Exercise aim => Word for word, repeat the entries, minus the pictures.

Data for analysis =>

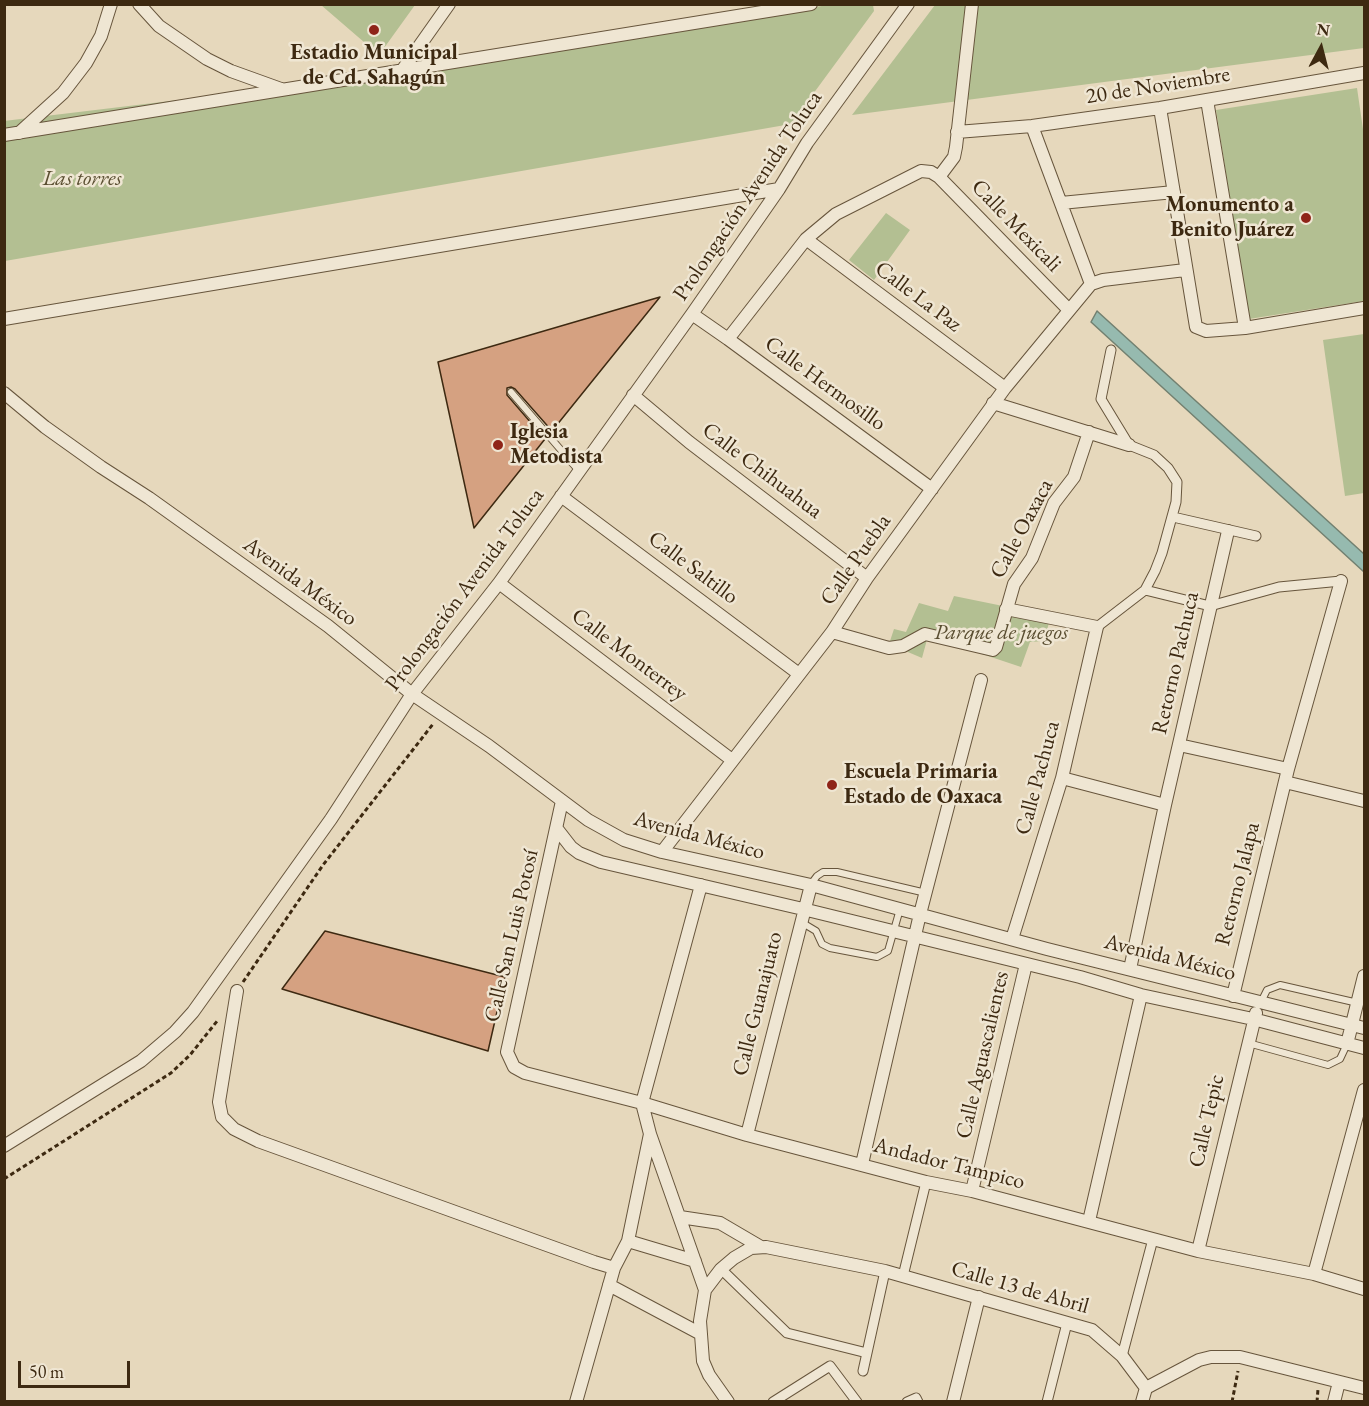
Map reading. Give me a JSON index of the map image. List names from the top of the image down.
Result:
{
  "streets": {
    "street": [
      "20 de Noviembre",
      "Prolongación Avenida Toluca",
      "Calle Mexicali",
      "Calle La Paz",
      "Calle Hermosillo",
      "Calle Chihuahua",
      "Calle Oaxaca",
      "Calle Puebla",
      "Calle Saltillo",
      "Avenida México",
      "Calle Monterrey",
      "Retorno Pachuca",
      "Calle Pachuca",
      "Retorno Jalapa",
      "Calle San Luis Potosí",
      "Calle Guanajuato",
      "Calle Aguascalientes",
      "Calle Tepic",
      "Andador Tampico",
      "Calle 13 de Abril"
    ]
  },
  "crossings": [
    ["Prolongación Avenida Toluca", "Calle Hermosillo"],
    ["Prolongación Avenida Toluca", "Calle Chihuahua"],
    ["Prolongación Avenida Toluca", "Calle Saltillo"],
    ["Prolongación Avenida Toluca", "Avenida México"],
    ["Prolongación Avenida Toluca", "Calle Monterrey"],
    ["Calle Mexicali", "Calle Puebla"],
    ["Calle La Paz", "Calle Puebla"],
    ["Calle Hermosillo", "Calle Puebla"],
    ["Calle Chihuahua", "Calle Puebla"],
    ["Calle Oaxaca", "Calle Puebla"],
    ["Calle Puebla", "Calle Saltillo"],
    ["Calle Puebla", "Avenida México"],
    ["Calle Puebla", "Calle Monterrey"],
    ["Avenida México", "Retorno Pachuca"],
    ["Avenida México", "Calle Pachuca"],
    ["Avenida México", "Retorno Jalapa"],
    ["Avenida México", "Calle San Luis Potosí"],
    ["Avenida México", "Calle Guanajuato"],
    ["Avenida México", "Calle Aguascalientes"],
    ["Avenida México", "Calle Tepic"],
    ["Calle San Luis Potosí", "Andador Tampico"],
    ["Calle Guanajuato", "Andador Tampico"],
    ["Calle Aguascalientes", "Andador Tampico"],
    ["Calle Tepic", "Andador Tampico"]
  ],
  "parks": ["Las torres", "Parque de juegos"],
  "places": [
    "Estadio Municipal de Cd. Sahagún",
    "Monumento a Benito Juárez",
    "Iglesia Metodista",
    "Escuela Primaria Estado de Oaxaca"
  ],
  "scale_bar": "50 m",
  "north": "top"
}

Output of the task =>
Map reading. Give me a JSON index of the map image. List names from the top of the image down.
Result:
{
  "streets": {
    "street": [
      "20 de Noviembre",
      "Prolongación Avenida Toluca",
      "Calle Mexicali",
      "Calle La Paz",
      "Calle Hermosillo",
      "Calle Chihuahua",
      "Calle Oaxaca",
      "Calle Puebla",
      "Calle Saltillo",
      "Avenida México",
      "Calle Monterrey",
      "Retorno Pachuca",
      "Calle Pachuca",
      "Retorno Jalapa",
      "Calle San Luis Potosí",
      "Calle Guanajuato",
      "Calle Aguascalientes",
      "Calle Tepic",
      "Andador Tampico",
      "Calle 13 de Abril"
    ]
  },
  "crossings": [
    ["Prolongación Avenida Toluca", "Calle Hermosillo"],
    ["Prolongación Avenida Toluca", "Calle Chihuahua"],
    ["Prolongación Avenida Toluca", "Calle Saltillo"],
    ["Prolongación Avenida Toluca", "Avenida México"],
    ["Prolongación Avenida Toluca", "Calle Monterrey"],
    ["Calle Mexicali", "Calle Puebla"],
    ["Calle La Paz", "Calle Puebla"],
    ["Calle Hermosillo", "Calle Puebla"],
    ["Calle Chihuahua", "Calle Puebla"],
    ["Calle Oaxaca", "Calle Puebla"],
    ["Calle Puebla", "Calle Saltillo"],
    ["Calle Puebla", "Avenida México"],
    ["Calle Puebla", "Calle Monterrey"],
    ["Avenida México", "Retorno Pachuca"],
    ["Avenida México", "Calle Pachuca"],
    ["Avenida México", "Retorno Jalapa"],
    ["Avenida México", "Calle San Luis Potosí"],
    ["Avenida México", "Calle Guanajuato"],
    ["Avenida México", "Calle Aguascalientes"],
    ["Avenida México", "Calle Tepic"],
    ["Calle San Luis Potosí", "Andador Tampico"],
    ["Calle Guanajuato", "Andador Tampico"],
    ["Calle Aguascalientes", "Andador Tampico"],
    ["Calle Tepic", "Andador Tampico"]
  ],
  "parks": ["Las torres", "Parque de juegos"],
  "places": [
    "Estadio Municipal de Cd. Sahagún",
    "Monumento a Benito Juárez",
    "Iglesia Metodista",
    "Escuela Primaria Estado de Oaxaca"
  ],
  "scale_bar": "50 m",
  "north": "top"
}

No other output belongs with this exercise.